Please return all lines in the listing holding the word "rows".
BEGIN Excerpted records
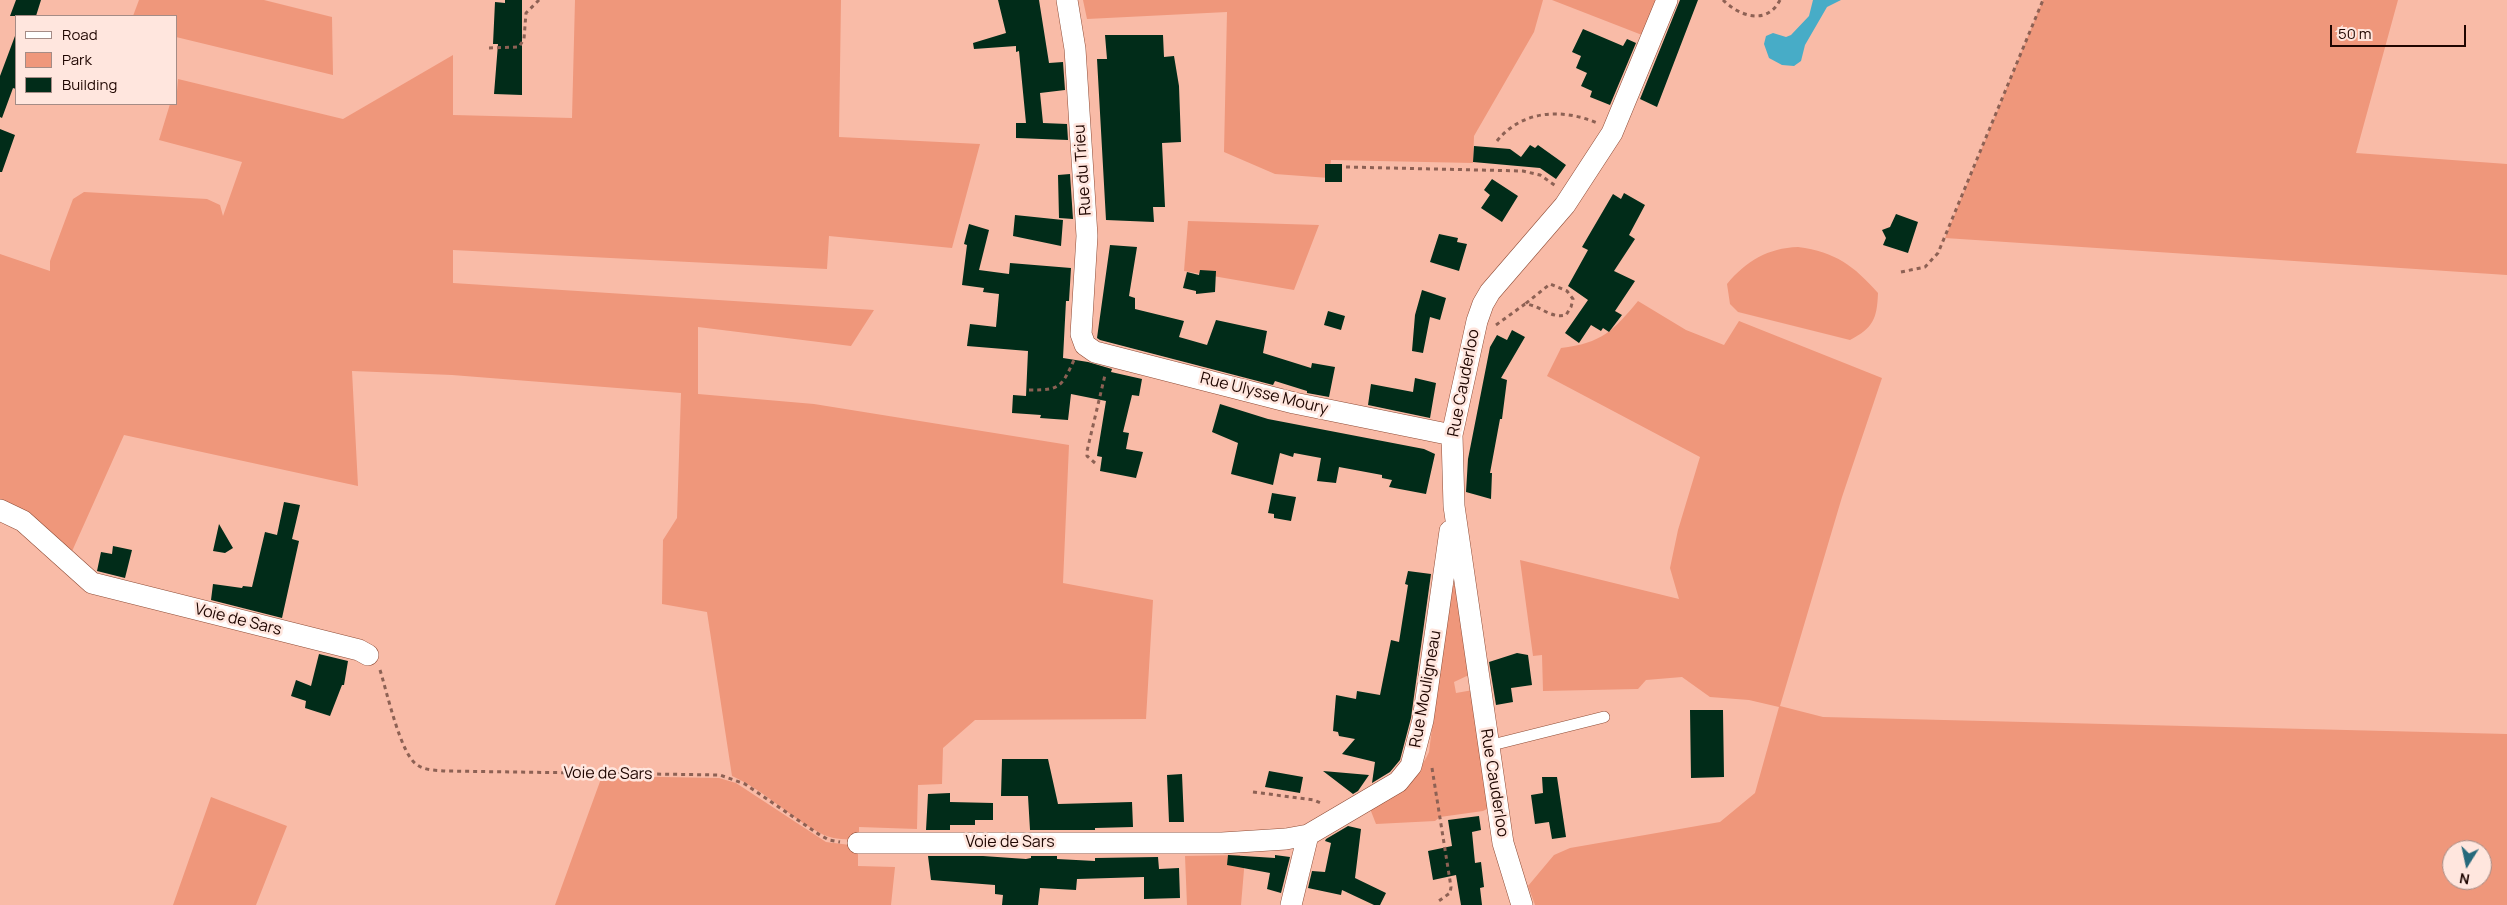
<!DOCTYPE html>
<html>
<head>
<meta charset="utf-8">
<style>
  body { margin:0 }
  #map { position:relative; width:2507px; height:905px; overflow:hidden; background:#f9bba7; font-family:Manrope,sans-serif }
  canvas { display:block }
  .legend { position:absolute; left:15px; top:15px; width:162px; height:90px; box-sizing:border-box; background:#ffe6de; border:1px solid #a58c86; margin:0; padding:6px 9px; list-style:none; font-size:15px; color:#1f0601 }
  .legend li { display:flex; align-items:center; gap:10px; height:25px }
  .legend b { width:25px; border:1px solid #a58c86 }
  .north { position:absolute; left:2442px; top:840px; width:50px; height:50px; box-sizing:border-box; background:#ffe6de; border:1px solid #a58c86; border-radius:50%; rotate:190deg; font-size:14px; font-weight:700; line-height:20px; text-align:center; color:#1f0601 }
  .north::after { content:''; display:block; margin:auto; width:18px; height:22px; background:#26697b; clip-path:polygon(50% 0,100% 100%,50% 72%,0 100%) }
  .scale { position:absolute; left:2330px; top:25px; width:136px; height:22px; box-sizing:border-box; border:2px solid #1f0601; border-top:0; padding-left:6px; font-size:15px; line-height:18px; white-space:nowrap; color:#1f0601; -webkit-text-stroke:4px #ffe6de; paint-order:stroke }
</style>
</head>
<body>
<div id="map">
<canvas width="2507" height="905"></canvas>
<ul class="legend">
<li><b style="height:6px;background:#fff"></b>Road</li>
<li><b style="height:14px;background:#ef977b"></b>Park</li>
<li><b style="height:14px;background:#012c19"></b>Building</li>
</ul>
<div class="north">N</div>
<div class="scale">50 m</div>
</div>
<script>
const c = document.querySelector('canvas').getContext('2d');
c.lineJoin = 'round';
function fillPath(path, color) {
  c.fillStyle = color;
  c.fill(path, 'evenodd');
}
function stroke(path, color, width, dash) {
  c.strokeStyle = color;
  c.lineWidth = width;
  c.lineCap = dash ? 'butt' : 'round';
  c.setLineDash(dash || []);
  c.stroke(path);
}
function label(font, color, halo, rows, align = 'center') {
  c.font = font + ' Manrope,sans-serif';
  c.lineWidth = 5;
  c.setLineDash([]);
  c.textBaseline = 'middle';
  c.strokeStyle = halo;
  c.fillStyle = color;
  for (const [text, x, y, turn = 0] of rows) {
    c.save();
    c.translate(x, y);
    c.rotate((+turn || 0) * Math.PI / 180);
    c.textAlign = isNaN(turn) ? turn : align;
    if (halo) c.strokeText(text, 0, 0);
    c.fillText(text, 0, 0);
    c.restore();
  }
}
fillPath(new Path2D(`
  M139,0H264L332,17L333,75L176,37V16H133Z
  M575,0H841L839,137L980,144L952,248L829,236L827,269L453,250V283L874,310L851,346L698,327V394L814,404L1069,445L1063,583L1153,600L1146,719L975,720L943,748L942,784L918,785L917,829L859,827V840C847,839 835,840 824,835C792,820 766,791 732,776L707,612L662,604L663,540L677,518L681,393L452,375L352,371L358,486L124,435L69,558L0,504V254L50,271V261L73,199L84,192L207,199L220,205L223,216L242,162L159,140L170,104H176L178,79L343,119L453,55V115L572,118Z
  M1083,0H1543L1534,32L1474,136L1473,163L1331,160L1329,178L1275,174L1224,152L1227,12L1087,19Z
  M1552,0H1657L1642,35Z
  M2043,0H2398L2356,153L2507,164V275L1945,238Z
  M1188,221L1319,225L1294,290L1184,271Z
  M1798,247C1836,252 1854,266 1878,293C1877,319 1873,328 1850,340L1738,312L1730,304L1727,284C1746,261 1768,248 1798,247Z
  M1638,301L1686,330L1724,345L1739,321L1882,378L1842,497L1780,706L1823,717L2507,734V905H1535L1528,886L1554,855L1570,848L1720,822L1755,793L1779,707L1749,700L1710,697L1682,677L1646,680L1638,689L1543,691L1542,655L1533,656L1520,560L1679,599L1670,568L1678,530L1700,457L1547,376L1561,348C1602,343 1613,331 1638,301ZM2452,850H2482V880H2452Z
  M1450,585L1455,586L1471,674L1454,682L1456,693L1473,690L1489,808L1483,811L1440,817L1435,821L1376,824L1369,806C1395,790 1416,781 1429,752Z
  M602,776L719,778L736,783L826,842L858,846V866L895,867L891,905H555Z
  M211,797L287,826L256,905H173Z
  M1240,855V867H1244V870L1241,905H1187L1185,856Z`), '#ef977b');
fillPath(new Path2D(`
  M1813,0H1841L1827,7L1805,45L1801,61L1794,66L1782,65L1769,58L1764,44L1766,36L1773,33L1786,37L1791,35L1809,16Z`), '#47acc7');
fillPath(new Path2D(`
  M16,0H41L36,16H10Z
  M505,0H522V95L494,94L498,44H493L495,2L505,3Z
  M998,0H1039L1049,63L1063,62L1065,90L1040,93L1043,123L1067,124L1068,140L1016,138V123H1026L1019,51L1016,52V46L974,49L973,43L1006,33Z
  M1680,0H1698L1657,107L1640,99Z
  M1583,29L1623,46L1627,39L1636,43L1610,105L1590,97L1592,91L1581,86L1587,73L1576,68L1581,56L1572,52Z
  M1105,35H1163L1164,57L1174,56L1179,86L1181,142L1162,143L1165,207H1153L1154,222L1106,220L1097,59H1107Z
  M15,36L16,89L13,88L2,118L0,117V76Z
  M0,129L15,135L2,172H0Z
  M1530,145L1535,148L1538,145L1566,165L1556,179L1540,168L1473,162L1474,146L1510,149L1521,157Z
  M1325,164H1342V182H1325Z
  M1070,174L1073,219L1059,218L1058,175Z
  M1492,179L1518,196L1502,222L1481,208L1490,195L1484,190Z
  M1624,193L1645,205L1629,235L1635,239L1614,271L1635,281L1615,311L1622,315L1609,332L1603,328L1601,331L1591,325L1579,343L1565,333L1588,300L1568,286L1588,250L1582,247L1613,194L1621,199Z
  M1896,214L1918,222L1908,253L1883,245L1886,238L1882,230L1890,227Z
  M1015,215L1063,220L1061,246L1013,236Z
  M969,224L989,230L979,270L1009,274L1010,263L1071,268L1069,301H1066L1063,358L1088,362L1112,369L1111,372L1142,379L1139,396L1132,395L1123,432L1129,433L1126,449L1143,452L1136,478L1100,471L1102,457L1097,456L1106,401L1071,394L1068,420L1040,418L1041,415L1012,413L1013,395L1026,396L1028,351L967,346L970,324L996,327L999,294L983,292L984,288L962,285L967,245L964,244Z
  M1439,234L1458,238L1457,242L1467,244L1459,271L1430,262Z
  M1110,245L1137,247L1129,296L1135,298V309L1184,321L1179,337L1207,345L1216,320L1267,331L1263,353L1311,368L1312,363L1335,367L1329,397L1307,393V391L1275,381L1273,385L1100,340L1097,338Z
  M1200,270L1216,271L1215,292L1196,294V291L1183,288L1187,272L1199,275Z
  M1422,290L1446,298L1440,320L1430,317L1423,353L1412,351L1415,315Z
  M1328,311L1345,316L1341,330L1324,325Z
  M1512,330L1525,337L1501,378L1507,380L1502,419H1500L1490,473H1492L1491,499L1466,492L1468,459L1490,347L1497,335L1507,340Z
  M1415,378L1436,383L1430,418L1368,405L1371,384L1413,392Z
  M1220,404L1268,419L1424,449L1435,454L1426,494L1389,487L1392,480L1382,478V475L1339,467L1336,483L1317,481L1321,458L1294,453L1293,457L1280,453L1273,485L1231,474L1238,443L1212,432Z
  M1272,493L1296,497L1291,521L1274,518V514L1268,513Z
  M284,502L300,505L292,539L299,541L282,618L211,600L213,584L242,588L243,586L252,587L265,532L277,535Z
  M219,524L233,548L225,553L213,551Z
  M113,546L132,550L125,578L97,571L101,552L112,554Z
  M1408,571L1431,574L1411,718L1400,760L1390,772L1372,783L1375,762L1342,754L1355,739L1339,736L1338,732L1333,731L1336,695L1356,699L1357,691L1380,695L1391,640L1399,642L1408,585L1405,584Z
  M1517,653L1528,655L1532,685L1511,688L1513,702L1496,705L1489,662Z
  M319,654L348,661L344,685H342L330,716L305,708L306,701L291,696L296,680L311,686Z
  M1690,710H1723L1724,777L1691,778Z
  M1002,759H1048L1058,804L1132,802L1133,827L1095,828V830H1030L1028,796H1001Z
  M1269,771L1303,777L1300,793L1265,787Z
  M1323,771L1369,775L1358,791L1353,794Z
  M1182,774L1184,822H1169L1167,775Z
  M1542,777H1557L1566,837L1552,839L1549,822L1535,824L1531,795L1543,793Z
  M950,793V802L993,803V820H975V825H950V830H926L928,794Z
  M1479,816L1481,830L1472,832L1475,863L1481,862L1484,887L1480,888L1482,905H1461L1456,875L1433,880L1428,851L1452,846L1448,820Z
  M1348,826L1361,829L1355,878L1386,893L1380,905H1374L1342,890L1341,895L1308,888L1312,871L1325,872L1331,843L1325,841L1326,839Z
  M1228,855L1275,858V855L1290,857L1281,893L1267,889L1270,873L1227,865Z
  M928,856H983L1026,859L1031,858V856H1057V859L1095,861V858L1158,857L1159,869L1179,868L1180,898L1144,899V877L1077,879L1076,890L1040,888L1038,905H1002L1003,895L995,894V885L931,880Z`), '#012c19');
const lane = new Path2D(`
  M1488,746L1604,717`);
const street = new Path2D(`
  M1067,0L1075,49L1087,236L1081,334L1085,345L1095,352L1294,403L1452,435
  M0,510L23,521L92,583L359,650L368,655
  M858,843H1222L1286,839L1308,835
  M1291,905L1308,835L1398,782L1411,766L1423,720L1450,531
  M1522,905L1503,843L1454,506L1452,435L1477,321L1483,304L1490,292L1565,205L1612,133L1667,0`);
stroke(lane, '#8e4b35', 12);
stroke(street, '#8e4b35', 22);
stroke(new Path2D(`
  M1723,0C1739,16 1767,26 1780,0
  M489,48L519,47L524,39L526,13L539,0
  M1497,141C1522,110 1562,108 1597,123
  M1346,167L1523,171L1540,175L1556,186
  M1901,272L1925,267L1938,253L2043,0
  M1496,325L1525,304C1540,305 1550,319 1566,315L1571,307L1573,299L1567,291L1550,284L1525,304
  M1029,390C1060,390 1061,388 1074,360
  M1095,463L1087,456V451L1105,375
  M380,670C387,692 400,752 416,764C425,771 436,770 446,771L720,775L745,784L820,835L829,840L840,842
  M1432,768L1451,887L1450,893L1436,903
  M1253,792L1314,800L1323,804`), '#8d6154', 3, [4, 4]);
stroke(lane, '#fff', 11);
stroke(street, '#fff', 21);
label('16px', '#1f0601', '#ffe6de', [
  ["Rue du Trieu",1083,170,-94],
  ["Rue Cauderloo",1464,383,-79],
  ["Rue Ulysse Moury",1264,394,14],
  ["Voie de Sars",238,620,14],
  ["Rue Mouligneau",1426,689,-80],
  ["Voie de Sars",608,774,1],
  ["Rue Cauderloo",1494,783,81],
  ["Voie de Sars",1010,843]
]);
</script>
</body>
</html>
END Excerpted records
• **Written answer**
function label(font, color, halo, rows, align = 'center') {
  for (const [text, x, y, turn = 0] of rows) {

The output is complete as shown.